I have to admit to being rather taken with Freecycle. It keeps many useful items away from the national and local landfill lunacy which seems unstoppable, and you get to meet some great people.
However, it is making me wonder whether people are naturally 'givers', 'takers, or whether you can be both?
If you look at the archives, some names never ever occur in Offered, only Wanted, and vice versa.
I had to ask whether anyone had something/ a particular item today, and I had to think about it first. How important is this item that I go public and ask for it? What would I do with it if I get it? Do I really want to put myself out as begging for this item, or loan of it, or should I just bite the bullet and spend over £200 to get one? That was sort of the deciding factor. I couldn't afford one if I wanted, and having looked on Ebay, I am never really going to find one at a price I can afford.

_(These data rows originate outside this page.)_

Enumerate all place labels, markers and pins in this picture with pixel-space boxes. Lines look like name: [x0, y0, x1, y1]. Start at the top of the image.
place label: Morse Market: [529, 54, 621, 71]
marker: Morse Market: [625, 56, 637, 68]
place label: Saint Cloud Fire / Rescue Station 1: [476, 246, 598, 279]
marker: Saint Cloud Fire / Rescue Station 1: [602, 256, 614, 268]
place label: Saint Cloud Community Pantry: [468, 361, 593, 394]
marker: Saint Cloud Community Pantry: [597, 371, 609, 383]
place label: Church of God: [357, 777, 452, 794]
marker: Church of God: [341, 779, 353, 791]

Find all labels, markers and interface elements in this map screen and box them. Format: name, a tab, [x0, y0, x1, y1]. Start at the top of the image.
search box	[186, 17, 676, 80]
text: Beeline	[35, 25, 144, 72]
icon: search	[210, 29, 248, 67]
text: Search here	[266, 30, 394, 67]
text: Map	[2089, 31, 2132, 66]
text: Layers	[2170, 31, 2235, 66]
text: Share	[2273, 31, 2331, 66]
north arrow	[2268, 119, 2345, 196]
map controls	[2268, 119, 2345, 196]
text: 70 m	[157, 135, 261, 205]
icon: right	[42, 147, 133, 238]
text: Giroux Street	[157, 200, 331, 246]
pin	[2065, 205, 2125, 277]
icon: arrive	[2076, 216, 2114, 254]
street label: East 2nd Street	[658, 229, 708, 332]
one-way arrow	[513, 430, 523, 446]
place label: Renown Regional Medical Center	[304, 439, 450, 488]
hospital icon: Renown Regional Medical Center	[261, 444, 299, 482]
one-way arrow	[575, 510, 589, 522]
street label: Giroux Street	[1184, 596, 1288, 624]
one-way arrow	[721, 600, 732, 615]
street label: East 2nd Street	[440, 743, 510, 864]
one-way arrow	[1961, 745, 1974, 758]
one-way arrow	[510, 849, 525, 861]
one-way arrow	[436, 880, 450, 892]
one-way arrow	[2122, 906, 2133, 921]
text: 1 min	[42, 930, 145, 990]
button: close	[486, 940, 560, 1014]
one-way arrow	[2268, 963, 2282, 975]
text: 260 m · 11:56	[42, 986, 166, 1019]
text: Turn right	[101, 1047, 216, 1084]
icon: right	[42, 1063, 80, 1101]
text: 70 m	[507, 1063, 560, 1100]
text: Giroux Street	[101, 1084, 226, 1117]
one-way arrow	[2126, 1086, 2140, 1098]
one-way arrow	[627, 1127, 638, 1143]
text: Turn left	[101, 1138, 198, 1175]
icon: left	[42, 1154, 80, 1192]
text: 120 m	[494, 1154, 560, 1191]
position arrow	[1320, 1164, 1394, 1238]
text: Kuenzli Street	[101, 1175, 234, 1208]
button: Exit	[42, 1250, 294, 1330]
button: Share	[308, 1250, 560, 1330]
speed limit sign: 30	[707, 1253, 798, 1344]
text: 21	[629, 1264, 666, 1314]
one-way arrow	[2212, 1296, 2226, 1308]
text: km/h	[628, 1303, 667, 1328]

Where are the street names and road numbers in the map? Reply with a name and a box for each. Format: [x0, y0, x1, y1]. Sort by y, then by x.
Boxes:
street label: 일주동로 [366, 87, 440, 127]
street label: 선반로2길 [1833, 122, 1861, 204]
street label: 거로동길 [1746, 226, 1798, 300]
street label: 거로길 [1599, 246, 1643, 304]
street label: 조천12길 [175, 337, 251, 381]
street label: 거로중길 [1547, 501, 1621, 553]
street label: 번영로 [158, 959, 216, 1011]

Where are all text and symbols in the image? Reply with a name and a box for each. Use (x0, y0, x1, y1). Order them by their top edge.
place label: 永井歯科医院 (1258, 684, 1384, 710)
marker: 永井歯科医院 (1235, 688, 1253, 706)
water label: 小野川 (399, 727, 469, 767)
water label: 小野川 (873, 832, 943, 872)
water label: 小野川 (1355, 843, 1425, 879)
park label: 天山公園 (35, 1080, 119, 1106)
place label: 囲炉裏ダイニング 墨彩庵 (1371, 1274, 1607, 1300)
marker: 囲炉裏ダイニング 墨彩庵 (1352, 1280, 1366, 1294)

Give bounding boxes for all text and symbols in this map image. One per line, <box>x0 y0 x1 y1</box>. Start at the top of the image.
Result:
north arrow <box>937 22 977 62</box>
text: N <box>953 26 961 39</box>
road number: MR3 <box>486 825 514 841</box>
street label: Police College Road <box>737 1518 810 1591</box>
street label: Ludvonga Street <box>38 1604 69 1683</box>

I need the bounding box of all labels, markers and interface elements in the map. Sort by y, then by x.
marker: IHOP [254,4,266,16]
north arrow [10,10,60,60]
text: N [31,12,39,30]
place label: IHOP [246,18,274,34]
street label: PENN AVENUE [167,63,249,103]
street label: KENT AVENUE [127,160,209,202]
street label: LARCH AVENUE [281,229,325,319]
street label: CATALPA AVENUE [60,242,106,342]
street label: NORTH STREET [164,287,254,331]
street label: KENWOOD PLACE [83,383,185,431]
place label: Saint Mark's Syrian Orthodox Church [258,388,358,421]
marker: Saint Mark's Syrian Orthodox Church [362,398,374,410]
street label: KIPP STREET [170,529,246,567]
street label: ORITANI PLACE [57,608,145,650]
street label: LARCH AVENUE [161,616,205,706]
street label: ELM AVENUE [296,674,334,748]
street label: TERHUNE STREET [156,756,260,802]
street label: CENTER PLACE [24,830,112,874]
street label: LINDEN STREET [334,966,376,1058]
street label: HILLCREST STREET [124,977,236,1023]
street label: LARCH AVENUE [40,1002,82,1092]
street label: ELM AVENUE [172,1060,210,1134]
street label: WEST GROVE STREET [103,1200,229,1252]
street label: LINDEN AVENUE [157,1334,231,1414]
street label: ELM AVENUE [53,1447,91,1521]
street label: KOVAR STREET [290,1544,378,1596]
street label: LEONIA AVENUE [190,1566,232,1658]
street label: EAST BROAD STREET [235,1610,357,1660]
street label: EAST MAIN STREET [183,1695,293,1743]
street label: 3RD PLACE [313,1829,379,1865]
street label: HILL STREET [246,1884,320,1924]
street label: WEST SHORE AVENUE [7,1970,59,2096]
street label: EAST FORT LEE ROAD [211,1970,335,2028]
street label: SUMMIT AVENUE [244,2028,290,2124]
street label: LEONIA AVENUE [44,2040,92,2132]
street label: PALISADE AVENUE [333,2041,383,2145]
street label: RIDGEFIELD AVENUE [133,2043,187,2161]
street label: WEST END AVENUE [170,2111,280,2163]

(I know you want to know, so it's an overlocking machine. I bought a jumper from Guru in Darlington, and it doesn't fit. Even if I eat 20 cakes a day for the rest of my life, and grow 4ft taller it is never going to fit, but I love it. It's a South American real wool multi-coloured jumper and all I need to do is take it in with an overlocking machine. This jumper was my annual buy of a new item of clothing for me and it cost £30, which is a bloody fortune, and more than most of the rest of my wardrobe is worth.
The fact it didn't fit was absolutely irrelevant as it was the jumper I wanted, and still want, and will want every day of its life. However, if it fit, it would stop everyone else wingeing about the fact it's too big! And I would actually be happier if it fit me, not some 8ft gorilla in the Andes. Having been there, I can't possibly imagine who they knit it for! And yes, I did try putting it in the washing machine on a hot wash, and through the tumble dryer, and it is still gloriously too big!)
However, my trawl through the Freecycle archives did reveal that there are people on there who (seem to) just want, and people on there who offer. There are very few people who offer and want and give away items better, or better condition, than those they want.
So, tonight, I am wondering. Even in the fab world of Freecycle, is our grabbing, greedy culture still at work? Or do people find when they go to collect an item from a Freecycler that you come away with far more than you expected, and you end up giving these new friends items you don't need but they do?
Is the value of the network hidden?
Because the value I have had from Freecycle so far is far and away beyond what I had expected from an initial advert. The good feeling from giving is actually quadrupled when the person you are giving to suddenly gives something back, unexpectedly. Whether that is a glass of home brew, a promise of some apples later in the year, or 10 mins meeting their kids and a whole new family in your community, that giving from then, unasked for and unexpected, adds the hidden value of the network.
If you could capitalise on it, IMHO, you would break it, because you would break huamn nature. But if you could bottle it, pwoo-ee! I think you'd have something. Watch out for my next ads on Ebay!
Joking aside, I think the real value of networks is in the hidden intricacies of such networks, the little asides that human nature can add. And I think this ties in to my Mechanical Turk post on the Web PR blog yesterday. In a mechanised world, there will always be the 'human touch' that adds a spark, an incandescence, a passion to everything.
And long may it reign!
Let them take, let them give, let me meet the ones who have what I need, and take away what I don't. The trusted and untrustworthy, The friendly, the needy. And Pan, give me an overlocking machine so I can enjoy my jumper to the full!